Ben se posta donc sur une hauteur peu éloignée des longues tables du festin, observant les fruits et légumes cannibaliser de petites bouchées alléchantes sous leurs fausses moustaches. Il continuait de prendre des notes mentales sur tous les sujets et les conversations qu’il entendait (espérant presque que quelqu’un parlerait de cette femme tatouée qui arrivait comme par hasard dans leur direction) pour alimenter son dossier « recherche de son Fantôme ». Il avança beaucoup d’enquêtes sur des thèmes aussi divers et variés que la recette des petits-fours, où est Charlie, la technique de couture utilisée pour la veste du cuissot de poulet ou encore la dose de gin dans le cocktail de Sam, mais personne ne semblait avoir vu de tatouage. Il était donc au mauvais endroit pour progresser sur son sujet principal. Pourtant, un sourire flottait sur ses lèvres, amusé presque malgré lui par son interprétation très libre d’un célèbre détective.

« L’huile du Château d’Ambre, rien que ça ? »

Son sang ne fit qu’un tour. Ces ondulations, ce demi-murmure un peu rauque, ce velours dans la voix. Des frissons parcoururent son échine jusqu’à la pointe de ses pieds tandis qu’il se retournait. Elle était là, en chair et en os, dans une robe vert-orangé qui mettait en valeur sa silhouette, derrière un masque de citrouille où filtraient les étincelles de son regard. Ben sourit en l’enveloppant dans ses bras de crainte de la perdre alors qu’elle venait tout juste d’apparaître.
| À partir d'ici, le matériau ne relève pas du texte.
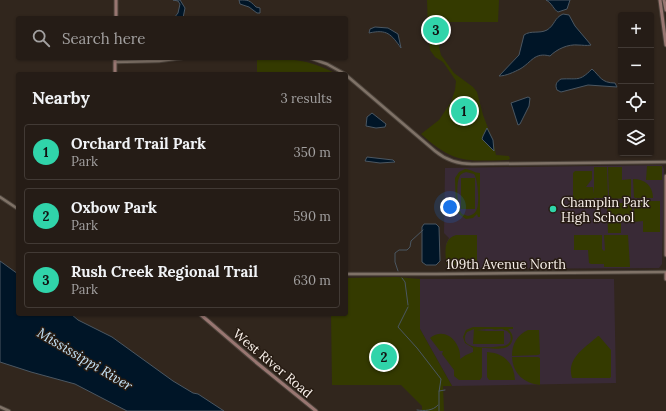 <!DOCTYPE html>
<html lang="en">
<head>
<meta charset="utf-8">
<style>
  :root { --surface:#251c16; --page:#2d251f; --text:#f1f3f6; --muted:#a3a1a1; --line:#423a35; --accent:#30d4aa }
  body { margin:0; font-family:Lora,serif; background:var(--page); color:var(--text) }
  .controls { position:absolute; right:12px; top:12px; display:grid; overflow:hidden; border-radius:4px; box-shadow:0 1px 3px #0004 }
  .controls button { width:36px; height:36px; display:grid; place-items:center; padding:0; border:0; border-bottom:1px solid var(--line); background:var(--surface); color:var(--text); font:20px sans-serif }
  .you { position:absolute; left:450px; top:207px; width:14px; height:14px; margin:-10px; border:3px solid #fff; border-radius:50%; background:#1a73e8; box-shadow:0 0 0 6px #1a73e833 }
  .badge { display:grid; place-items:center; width:26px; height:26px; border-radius:50%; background:var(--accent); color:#111; font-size:13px; font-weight:700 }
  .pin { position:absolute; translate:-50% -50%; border:2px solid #fff; box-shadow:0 1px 4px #0006 }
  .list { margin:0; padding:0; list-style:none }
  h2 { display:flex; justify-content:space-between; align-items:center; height:52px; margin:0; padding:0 16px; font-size:17px }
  h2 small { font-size:13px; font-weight:400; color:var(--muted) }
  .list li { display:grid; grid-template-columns:26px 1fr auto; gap:12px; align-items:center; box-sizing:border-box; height:56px; margin:0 8px 8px; padding:0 8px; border:1px solid var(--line); border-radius:4px }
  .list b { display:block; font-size:15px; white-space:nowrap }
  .list p { margin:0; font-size:13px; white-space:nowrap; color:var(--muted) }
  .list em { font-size:13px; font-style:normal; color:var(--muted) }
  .icon { flex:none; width:22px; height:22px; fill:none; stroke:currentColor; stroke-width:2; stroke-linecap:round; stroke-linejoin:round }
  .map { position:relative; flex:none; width:666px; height:411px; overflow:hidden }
  .search { position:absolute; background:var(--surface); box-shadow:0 1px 3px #0004; left:16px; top:16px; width:332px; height:44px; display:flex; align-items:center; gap:10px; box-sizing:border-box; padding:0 14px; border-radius:4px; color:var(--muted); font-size:15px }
  .panel { position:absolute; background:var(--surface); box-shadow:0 1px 3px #0004; left:16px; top:72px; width:332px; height:244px; border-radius:4px }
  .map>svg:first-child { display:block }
  .education { fill:#392a36 }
  .green { fill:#343a00; fill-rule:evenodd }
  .water { fill:#001527; stroke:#4b5762 }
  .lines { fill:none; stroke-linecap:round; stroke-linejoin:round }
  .stream { stroke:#4b5762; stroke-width:1 }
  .tertiary-casing { stroke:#4a4139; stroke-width:4.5 }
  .secondary-casing { stroke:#4a4139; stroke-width:5 }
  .tertiary { stroke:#7f7267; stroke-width:2.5 }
  .secondary { stroke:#987671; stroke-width:3 }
  .poi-dot { fill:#30d4aa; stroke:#271c13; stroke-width:1.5 }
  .labels { text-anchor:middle; stroke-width:3; stroke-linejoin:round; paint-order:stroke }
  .poi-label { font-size:13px; fill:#faf2ec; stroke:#271c13; text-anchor:start }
  .street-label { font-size:13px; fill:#faf2ec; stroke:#271c13 }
  .water-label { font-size:14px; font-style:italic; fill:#c5e4fa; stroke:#271c13 }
</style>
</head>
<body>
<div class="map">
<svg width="666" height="411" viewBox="0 0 666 411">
  <rect width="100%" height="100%" fill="#31261d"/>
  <path class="education" d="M662 165 664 169 662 264 659 268 446 269V244L449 238 444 233 445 168Z
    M420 279H614L616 383 452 386 420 329Z"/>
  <path class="green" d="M427 0H499L498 22H449L443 33 439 47 441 55 454 73 473 87 477 92 483 115 493 141 496 155 509 156 510 159 508 160C466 161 454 164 421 134L439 120 451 102 455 90 456 81 443 62 435 57 430 50 428 28Z
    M257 58C287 58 310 59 336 74H257Z
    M647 166H662V180H646Z
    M594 167H607L608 198H594V200L573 201V173L575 171H592V179L586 187H593L594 194Z
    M608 167H622V180L631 179V197L630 198 612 199V198H609Z
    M465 169C471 169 474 173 480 173V217H478L477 214 473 218 466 219 460 215 456 210 455 178 459 172ZM466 172 474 174C478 179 480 205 476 211 474 214 472 215 468 216L462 214C457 209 456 184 459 178 460 174 463 173 466 172Z
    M461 178H475V209H461Z
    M633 179C645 179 653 186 653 198H635L634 197Z
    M643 201H660V232H643V221L634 222V204Z
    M607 203H630L632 204V222L621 220V233H608Z
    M456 235H477V263L475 265H446C446 254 442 239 456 235Z
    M574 235H602V249L604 251 605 250 604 235H628L630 267H604V264H591L589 263 588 250H574Z
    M397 277 420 279V329L452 386H443L444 411H422V406L401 385H332L331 314H346V278Z
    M473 327H513V329H508C511 332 514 336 512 341 509 352 491 348 482 348V377L480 380H459L454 376V370L442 354 443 351H440L430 338C446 325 462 344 460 359L466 355 473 352V348L465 343 463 337 466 330ZM474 329 473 344H504V331H476L486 330 477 329H495L492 330 502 329 507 331 510 334C512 340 510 344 504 346 494 347 455 352 467 332Z
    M528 330H539L540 354 538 355 512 356C512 344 517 335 528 330Z
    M598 336H599L611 350V377L610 378H572C566 358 585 348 598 336Z
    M487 352C504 353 514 363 515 380H489L487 377Z
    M512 357H538L540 358V385C524 383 513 374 512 357Z"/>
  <path class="water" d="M173 0H180L185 8 183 18H174L178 13 180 4 178 1Z
    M239 0C249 0 249 0 256 7L260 8V13H257L249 7 240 4Z
    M546 0H570L567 9 558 12C554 10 552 3 546 0Z
    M563 14 569 15 575 26 591 45C586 46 583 45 578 45 568 44 557 49 550 56 534 52 532 62 520 69 514 72 506 76 499 76L519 55 524 35C531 30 539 34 547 30 555 25 554 18 563 14Z
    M375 27 388 28 398 34 401 48C391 34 387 29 369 33L370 29Z
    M592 69C600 76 601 83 615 83L617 87 588 85 561 92 557 90C555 85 556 82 561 79 578 78 579 82 592 69Z
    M528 97 530 98 529 106 520 124 518 125 511 103Z
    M372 113 386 124 385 127 376 128 366 126 367 117Z
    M487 128 493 140 494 151 482 139 483 136Z
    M367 157 393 160 395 162 380 163 365 161Z
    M424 224H436L439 227 440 261 436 265H426L422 262V227Z
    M0 261 18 274V314H71L78 320 112 337 173 381 193 393 198 394 224 411H127L75 384 31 372 0 362Z"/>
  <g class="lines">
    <path class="stream" d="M398 271 395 262V253L399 250H407L410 247 411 241 423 230
      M402 278 405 282 408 305
      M408 307 398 327 417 348 441 379 439 392V411
      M439 391 445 390
      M417 410C424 411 433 411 438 405"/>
    <g class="tertiary-casing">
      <path id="tertiary" d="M310 58 327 64 345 74
        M115 62 159 61 182 58
        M346 75 435 151C446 160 458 164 472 164L666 162
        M0 197 18 209
        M346 274H436L666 272
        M0 407 9 411"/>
    </g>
    <g class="secondary-casing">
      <path id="secondary" d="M660 0 666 45
        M664 0 666 10
        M116 18V0
        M115 74V58
        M666 176V255
        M666 273V279
        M200 314 257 363 316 411"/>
    </g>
    <use href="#tertiary" class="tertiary"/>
    <use href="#secondary" class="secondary"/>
  </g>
  <circle class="poi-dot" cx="553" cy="209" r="4"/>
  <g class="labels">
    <g class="poi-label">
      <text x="561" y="207">Champlin Park<tspan x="561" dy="15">High School</tspan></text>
    </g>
    <g class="street-label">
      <text x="506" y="269">109th Avenue North</text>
      <text transform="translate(273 363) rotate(40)" y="5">West River Road</text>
    </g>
    <g class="water-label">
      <text transform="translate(85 359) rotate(31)" y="5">Mississippi River</text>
    </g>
  </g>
</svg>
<div class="controls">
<button>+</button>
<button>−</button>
<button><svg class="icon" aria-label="locate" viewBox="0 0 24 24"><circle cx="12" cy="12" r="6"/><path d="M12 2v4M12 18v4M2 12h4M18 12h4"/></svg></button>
<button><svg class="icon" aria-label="layers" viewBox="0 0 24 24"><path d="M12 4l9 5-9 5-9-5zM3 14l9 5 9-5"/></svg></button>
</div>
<div class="you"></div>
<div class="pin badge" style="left:464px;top:111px">1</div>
<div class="pin badge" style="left:384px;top:357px">2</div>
<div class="pin badge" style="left:436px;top:30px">3</div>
<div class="search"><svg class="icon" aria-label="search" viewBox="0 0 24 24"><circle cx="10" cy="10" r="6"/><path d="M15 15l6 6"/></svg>Search here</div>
<section class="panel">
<h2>Nearby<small>3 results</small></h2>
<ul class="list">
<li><span class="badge">1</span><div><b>Orchard Trail Park</b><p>Park</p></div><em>350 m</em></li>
<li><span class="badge">2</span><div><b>Oxbow Park</b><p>Park</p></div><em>590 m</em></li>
<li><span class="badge">3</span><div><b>Rush Creek Regional Trail</b><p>Park</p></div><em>630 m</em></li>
</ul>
</section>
</div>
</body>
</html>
« Tu fais une bien meilleure enquêtrice que moi.

— As-tu ramené ma syrinx ?

— Ton souffle est trop précieux pour le perdre à pleurer dans une flûte de pan, et les oiseaux chanteront tout aussi bien sans que tu leur apprennes leurs chants. »

Elle se lova contre sa poitrine en répondant l’une de ces phrases insensées qui lui avaient tant manqué durant ces derniers longs mois, et il répliqua tout en enfouissant son visage dans ses cheveux aux mille senteurs de l’océan. Il lui proposa de la dévorer sans attendre, à quoi elle rit de toutes ses fossettes en lui rappelant que les meilleurs repas sont ceux que l’on mange avec appétit, et qu’il avait sans doute l’estomac plein à force de voir défiler autant de petits plats depuis tout à l’heure.
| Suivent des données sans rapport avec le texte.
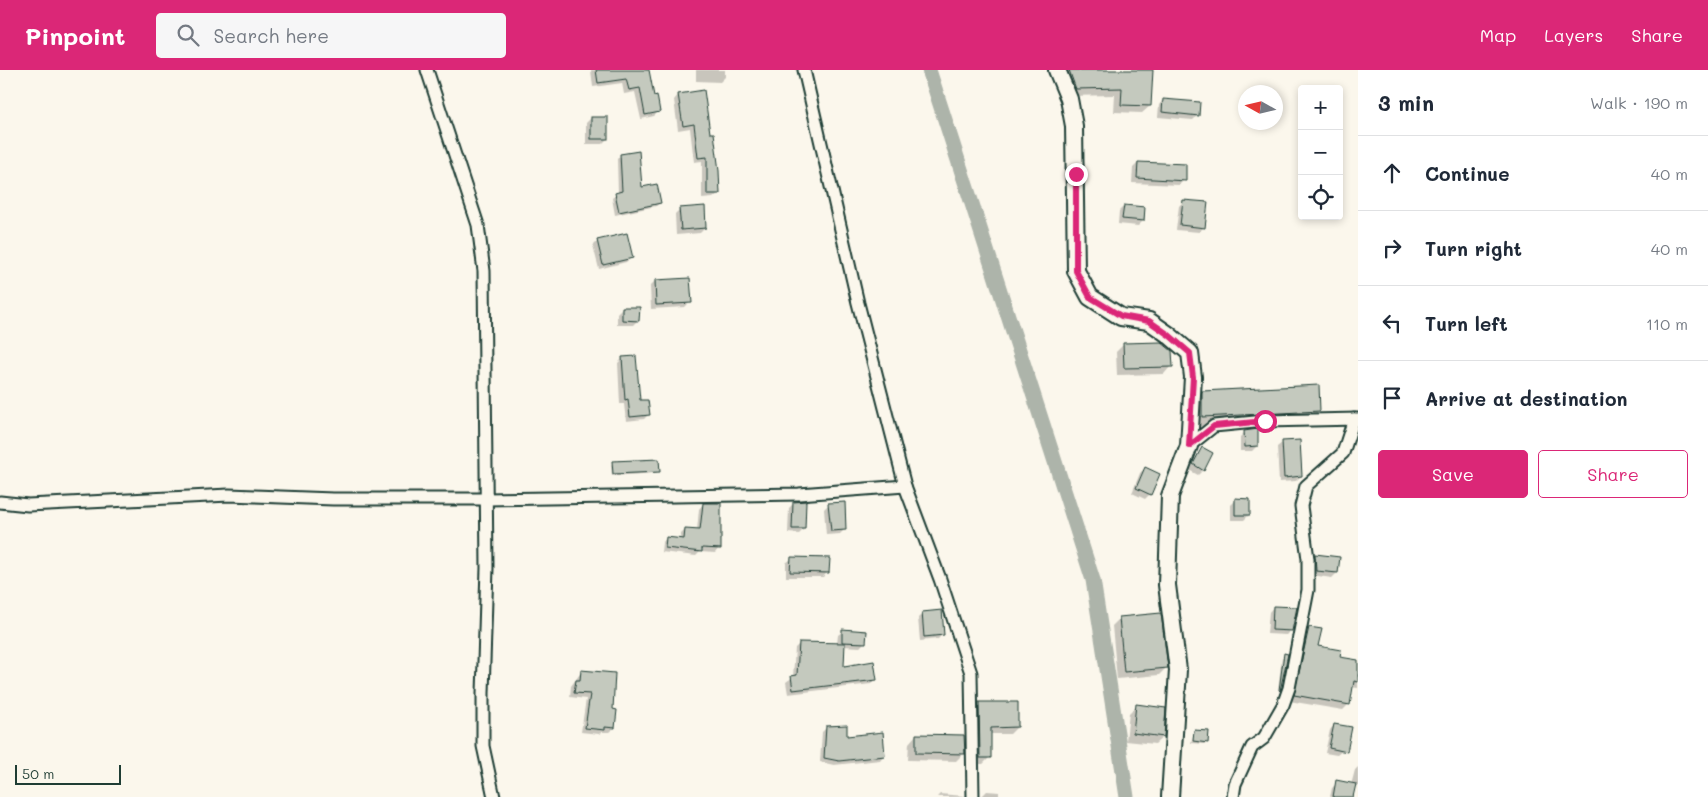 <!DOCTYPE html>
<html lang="en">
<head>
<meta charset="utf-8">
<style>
  :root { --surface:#fff; --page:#f6f6f7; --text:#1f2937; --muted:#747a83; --line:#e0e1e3; --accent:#db2777 }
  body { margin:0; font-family:Mali,sans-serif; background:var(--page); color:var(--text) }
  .controls { position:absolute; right:15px; top:15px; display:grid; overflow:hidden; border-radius:5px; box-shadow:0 2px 8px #0003 }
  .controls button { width:45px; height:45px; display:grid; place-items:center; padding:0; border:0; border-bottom:1px solid var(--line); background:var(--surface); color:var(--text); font:25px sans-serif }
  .compass { position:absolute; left:1238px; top:15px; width:45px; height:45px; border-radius:50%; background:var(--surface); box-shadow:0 2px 8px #0003; rotate:278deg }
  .scale { position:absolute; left:15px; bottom:12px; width:106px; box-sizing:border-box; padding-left:5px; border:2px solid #1f3d34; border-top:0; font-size:14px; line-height:18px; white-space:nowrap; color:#1f3d34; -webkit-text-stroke:4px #fbf7ec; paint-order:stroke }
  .stop { position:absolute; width:15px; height:15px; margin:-11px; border:4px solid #db2777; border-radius:50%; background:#fff }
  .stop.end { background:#db2777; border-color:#fff; box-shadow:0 1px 5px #0008 }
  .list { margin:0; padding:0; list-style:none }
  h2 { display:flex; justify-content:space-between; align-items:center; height:65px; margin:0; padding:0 20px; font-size:21px }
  h2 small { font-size:16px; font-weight:400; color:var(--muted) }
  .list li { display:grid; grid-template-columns:32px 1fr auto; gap:15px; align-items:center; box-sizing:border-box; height:75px; padding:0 20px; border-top:1px solid var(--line) }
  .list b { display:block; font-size:19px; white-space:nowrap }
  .list em { font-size:16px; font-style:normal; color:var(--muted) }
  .actions { display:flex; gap:10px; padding:15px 20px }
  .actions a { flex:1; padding:11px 0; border:1px solid var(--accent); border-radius:5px; text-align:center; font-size:18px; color:var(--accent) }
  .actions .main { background:var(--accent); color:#fff }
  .icon { flex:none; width:28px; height:28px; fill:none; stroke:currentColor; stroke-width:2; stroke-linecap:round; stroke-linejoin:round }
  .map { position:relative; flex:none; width:1358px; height:727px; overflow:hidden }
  header { display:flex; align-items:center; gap:30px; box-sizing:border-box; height:70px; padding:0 25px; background:var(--accent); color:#fff }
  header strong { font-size:24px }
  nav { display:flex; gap:28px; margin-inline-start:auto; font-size:18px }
  .search { width:350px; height:45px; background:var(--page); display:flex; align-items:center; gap:12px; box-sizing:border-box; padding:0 18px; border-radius:5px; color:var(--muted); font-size:19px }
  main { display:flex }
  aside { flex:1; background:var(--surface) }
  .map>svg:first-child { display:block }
</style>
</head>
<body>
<header>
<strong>Pinpoint</strong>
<div class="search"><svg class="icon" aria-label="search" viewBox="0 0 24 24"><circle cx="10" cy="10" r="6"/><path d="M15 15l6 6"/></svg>Search here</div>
<nav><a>Map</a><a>Layers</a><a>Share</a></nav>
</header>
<main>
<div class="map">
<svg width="1358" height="727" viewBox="0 0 1358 727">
  <rect width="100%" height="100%" fill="#fbf7ec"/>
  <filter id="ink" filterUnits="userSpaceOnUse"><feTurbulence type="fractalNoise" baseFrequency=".02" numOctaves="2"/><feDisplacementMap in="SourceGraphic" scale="10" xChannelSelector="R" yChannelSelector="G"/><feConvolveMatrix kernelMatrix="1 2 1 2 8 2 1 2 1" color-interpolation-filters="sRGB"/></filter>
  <g filter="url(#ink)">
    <!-- shadow -->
    <g fill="#0003">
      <polygon points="591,0 648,0 653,27 659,41 654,46 641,49 635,22 624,24 622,13 593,17"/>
      <polygon points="696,0 725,0 725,7 720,12 696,11"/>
      <polygon points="1062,0 1151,0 1150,36 1142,43 1114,42 1115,25 1068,26"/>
      <polygon points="703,22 718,124 713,128 702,129 702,91 694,92 690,58 678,60 674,30 678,25"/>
      <polygon points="1163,30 1198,45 1193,50 1158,47 1159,35"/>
      <polygon points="591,48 607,69 602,74 586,74 586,53"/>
      <polygon points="621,85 641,119 660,133 656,136 615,145 612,128 618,123 617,89"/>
      <polygon points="1138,93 1184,110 1179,115 1132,113 1133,98"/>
      <polygon points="1184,131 1204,157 1199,162 1176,160 1179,136"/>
      <polygon points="1124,136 1143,151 1138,156 1118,154 1119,141"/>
      <polygon points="680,139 705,158 700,163 676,165 675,144"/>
      <polygon points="598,171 631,188 626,192 599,199 593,176"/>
      <polygon points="655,211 690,232 685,237 651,239 650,216"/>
      <polygon points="622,238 638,250 633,255 617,255 617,243"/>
      <polygon points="1124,274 1171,296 1164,304 1117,305 1116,282"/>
      <polygon points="623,288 639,332 649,344 644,349 626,351 624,334 620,334 618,293"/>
      <polygon points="1203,322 1319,341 1308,351 1192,357 1193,333"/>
      <polygon points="1245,362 1257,376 1252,381 1240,381 1240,367"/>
      <polygon points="1282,373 1301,406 1296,411 1279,412 1277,377"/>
      <polygon points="1202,378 1203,400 1198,405 1189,400"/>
      <polygon points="613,393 658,401 656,403 612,406 611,395"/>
      <polygon points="1145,398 1150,424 1145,429 1132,423 1140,403"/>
      <polygon points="1236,430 1249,445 1244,450 1231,450 1231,435"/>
      <polygon points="794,433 804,459 799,464 788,463 789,438"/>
      <polygon points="703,434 719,478 715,483 700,482 696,486 661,482 662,473 666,468 680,470 681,464 685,460 697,461 699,439"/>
      <polygon points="829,434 845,459 840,464 826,465 824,439"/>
      <polygon points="1315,486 1337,503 1332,508 1311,505 1311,491"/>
      <polygon points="791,489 828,502 823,507 786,507 786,493"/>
      <polygon points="1273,537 1291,560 1286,565 1267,564 1269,542"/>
      <polygon points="923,543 943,564 938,569 920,571 918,548"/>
      <polygon points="1120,548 1166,598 1159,605 1117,609 1112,556"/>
      <polygon points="1309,558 1317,577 1338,588 1358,590 1358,618 1351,617 1349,634 1343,640 1289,631 1303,564"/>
      <polygon points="843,561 865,572 860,577 843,576 843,597 876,609 871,614 788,624 786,612 793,607 795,578 800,573 837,574 838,565"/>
      <polygon points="1285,585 1286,585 1278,621 1282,587"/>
      <polygon points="582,601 612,641 614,658 609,662 602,662 599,664 581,662 586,629 570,627 571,616"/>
      <polygon points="980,633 1017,657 1010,664 990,664 990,687 983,694 973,694 973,640"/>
      <polygon points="1137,635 1163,667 1155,674 1126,671 1129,643"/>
      <polygon points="1334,655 1342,681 1337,685 1325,683 1330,660"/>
      <polygon points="827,657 846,667 884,685 880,690 834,695 820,692 822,662"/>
      <polygon points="1194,661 1207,672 1204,674 1191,673"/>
      <polygon points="916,665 964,683 956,691 908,690 909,673"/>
      <polygon points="1358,697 1358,716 1354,716 1352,727 1330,727 1332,718 1337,713 1351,715 1355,700"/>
      <polygon points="987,721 999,722 999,727 981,727"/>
      <polygon points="940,724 964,726 965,727 937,727"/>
    </g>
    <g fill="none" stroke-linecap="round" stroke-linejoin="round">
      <!-- canal -->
      <polyline stroke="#adb4aa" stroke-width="15" points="929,0 1093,510 1127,727"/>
    </g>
    <!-- building -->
    <g fill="#c4c9be" stroke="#1f3d34">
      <polygon points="596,0 649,0 654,26 657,25 660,42 645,45 640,18 629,20 626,9 598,13"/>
      <polygon points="1069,0 1153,0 1151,36 1121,35 1122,18 1076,19"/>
      <polygon points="704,20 710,63 714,63 719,101 720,124 707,124 707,87 698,88 694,54 683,56 678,24"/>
      <polygon points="1163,29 1200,32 1199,46 1162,42"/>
      <rect x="591" y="47" width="17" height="22"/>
      <polygon points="639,81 642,117 657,114 661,133 619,142 615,123 622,121 620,84"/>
      <polygon points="1138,92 1186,94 1186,111 1137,108"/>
      <polygon points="1183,130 1208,132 1205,158 1180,155"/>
      <polygon points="1124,135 1145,137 1144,151 1122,149"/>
      <polygon points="705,136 706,158 681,160 679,138"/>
      <polygon points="627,163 633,188 603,195 597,170"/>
      <polygon points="690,208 692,233 656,235 655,210"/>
      <polygon points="622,237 640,237 639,251 622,250"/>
      <polygon points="1161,272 1172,281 1173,297 1124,298 1123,273"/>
      <polygon points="636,286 640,330 648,330 650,345 630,347 628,329 625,330 622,287"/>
      <polygon points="1319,315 1320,341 1202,347 1202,321"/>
      <polygon points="1258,359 1258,376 1245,377 1244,361"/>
      <polygon points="1300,370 1302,406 1284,408 1282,371"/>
      <polygon points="1202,377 1213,383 1204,401 1193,394"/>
      <polygon points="659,389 660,402 613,404 612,391"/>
      <polygon points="1145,397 1160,404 1151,425 1136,418"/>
      <polygon points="1235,428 1250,429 1250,445 1235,445"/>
      <polygon points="806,431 805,459 792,459 793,432"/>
      <polygon points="845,432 846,460 831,461 828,433"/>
      <polygon points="703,433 721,433 721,479 702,478 702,482 665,478 666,467 684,469 685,459 700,460"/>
      <polygon points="1315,484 1340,487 1338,503 1316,501"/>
      <polygon points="791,487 830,488 829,503 790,502"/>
      <polygon points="1273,536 1297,537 1292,561 1272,560"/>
      <polygon points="942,540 944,565 924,567 922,542"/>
      <polygon points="1161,543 1168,598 1124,602 1119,547"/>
      <polygon points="1309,557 1322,559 1318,576 1341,580 1340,587 1358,590 1358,612 1354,611 1350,635 1294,625"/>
      <polygon points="842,559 867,561 866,573 842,572"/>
      <polygon points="799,572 845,573 844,596 874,591 877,610 793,620 791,606 797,605"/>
      <polygon points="1284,583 1288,584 1280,621 1279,620"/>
      <polygon points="581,600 615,603 613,639 617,640 615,658 605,657 605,660 585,658 590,624 574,623 576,610 580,610"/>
      <polygon points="979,632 1018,632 1018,657 991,658 991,688 980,688"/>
      <polygon points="1136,634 1166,638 1164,667 1133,663"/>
      <polygon points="1334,654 1352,657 1347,682 1329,678"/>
      <polygon points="847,655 847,666 883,662 885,686 839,691 824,688 826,656"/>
      <polygon points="1194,660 1209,661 1208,673 1193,671"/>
      <polygon points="916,664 964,665 965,684 916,683"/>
      <polygon points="1336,710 1356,714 1353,727 1333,727"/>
    </g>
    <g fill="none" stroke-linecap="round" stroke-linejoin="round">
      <defs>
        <g id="street">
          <polyline points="427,0 478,155 484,201 487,498 483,623 483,676 494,727"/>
          <polyline points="804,0 858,233 905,416 940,509 971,603 973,727"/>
          <polyline points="1189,376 1214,356 1265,351 1358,349"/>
          <polyline points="0,432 28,435 229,425 333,429 486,429 799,424 905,416"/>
          <polyline points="1233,727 1235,714 1252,677 1264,668 1283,635 1289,618 1308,520 1308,489 1301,436 1306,416 1343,383 1354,349"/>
        </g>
        <polyline id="secondary" points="1057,0 1069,29 1074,56 1076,201 1090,227 1121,247 1149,251 1169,265 1190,283 1193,307 1189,376 1170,426 1167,515 1178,600 1170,727"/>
      </defs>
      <!-- street casing -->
      <use href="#street" stroke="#1f3d34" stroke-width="15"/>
      <!-- secondary casing -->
      <use href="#secondary" stroke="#1f3d34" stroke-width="20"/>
      <!-- street -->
      <use href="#street" stroke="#fbf7ec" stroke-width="11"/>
      <!-- secondary -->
      <use href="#secondary" stroke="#fbf7ec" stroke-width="16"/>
    </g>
  </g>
  <g fill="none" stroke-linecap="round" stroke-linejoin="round" filter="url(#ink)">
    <!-- route -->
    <polyline stroke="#db2777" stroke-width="6" points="1076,104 1076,201 1090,227 1121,246 1149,251 1169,265 1190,283 1193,307 1189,376 1214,356 1265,351"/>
  </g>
</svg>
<div class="controls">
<button>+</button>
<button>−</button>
<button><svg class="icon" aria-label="locate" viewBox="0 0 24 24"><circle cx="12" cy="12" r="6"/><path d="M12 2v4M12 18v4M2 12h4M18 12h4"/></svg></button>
</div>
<svg class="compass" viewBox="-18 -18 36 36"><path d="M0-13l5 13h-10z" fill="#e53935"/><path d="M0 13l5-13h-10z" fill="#747a83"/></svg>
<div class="scale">50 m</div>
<div class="stop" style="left:1265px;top:351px"></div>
<div class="stop end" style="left:1076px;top:104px"></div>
</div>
<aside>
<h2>3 min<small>Walk · 190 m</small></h2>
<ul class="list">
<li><svg class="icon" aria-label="ahead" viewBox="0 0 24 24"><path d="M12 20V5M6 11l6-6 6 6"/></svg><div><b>Continue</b></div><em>40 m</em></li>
<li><svg class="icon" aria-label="right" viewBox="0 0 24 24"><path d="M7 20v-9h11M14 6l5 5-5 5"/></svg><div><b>Turn right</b></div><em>40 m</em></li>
<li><svg class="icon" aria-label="left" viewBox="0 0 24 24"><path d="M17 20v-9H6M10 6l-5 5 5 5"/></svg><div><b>Turn left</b></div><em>110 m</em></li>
<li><svg class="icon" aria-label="arrive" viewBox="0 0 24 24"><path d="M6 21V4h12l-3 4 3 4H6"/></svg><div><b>Arrive at destination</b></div></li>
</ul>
<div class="actions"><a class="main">Save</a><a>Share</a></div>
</aside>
</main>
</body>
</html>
« Le menu est certes alléchant, mais même après trois mois de régime, mes papilles ne réclament qu’un seul et unique mets. »

Elle rit de ces éclats troublants qui creusaient des fossettes dans ses joues d’opale sans vraiment émettre de son, puis se pencha à son oreille pour lui donner l’une de ses phrases impossibles qui brûlaient la frange de ses pensées. Sans desserrer son étreinte autour de la taille corsetée, il la conduisit au milieu du hall, entre les corps agglutinés qui s’épuisaient à danser.

Ils avaient toute la nuit, tout le lendemain, pour se laisser porter par l’instant présent. Ben inscrivit le gel du temps au menu de ce soir, goûtant l’amuse-bouche au velours de cette peau neigeuse. Leurs pieds trouvèrent d’eux-mêmes le rythme, leurs mains caressaient leurs vêtements, volant des effleurements qui frissonnaient au travers des tissus. Leurs mots se défiaient entre deux souffles, ressuscitaient les illusions de la jeunesse, la magie qui posait sur le monde des couleurs plus vives, et l’envie de croquer tous les fruits défendus à pleine bouche pour en sentir la saveur juteuse exploser les fragments d’une vie trop rangée.

Et pourtant…

Et pourtant, quand ils se réveillèrent le lendemain et qu’il vit ces yeux rayons de soleil se poser sur les siens, qu’il sentit la douceur de ses lèvres effleurer sa peau, que les frissons firent trembler leurs souffles épuisés par cette nuit magique, ses pensées volaient ailleurs, vers une ombre d’incertitudes. En effleurant les reflets d’huile de ces boucles à l’odeur d’océan, il songeait à un soleil couchant sur l’oliveraie. En emmêlant ses doigts à ceux de sa citrouille sombre, une sculpture brisée craquelait le masque qui l’observait.

La fierté ne danse que sur un lit de braises.

Elle avait eu cette phrase, Chloé. Une phrase qu’il avait entendue mille fois dans les vidéos de cette réception à laquelle il n’était pas allé, d’une voix défiante, presque noyée de larmes. Une phrase dont peu auraient pu coudre les mots ; étrangement, si étrangement proche de celles qui peuplaient ses nuits-magie.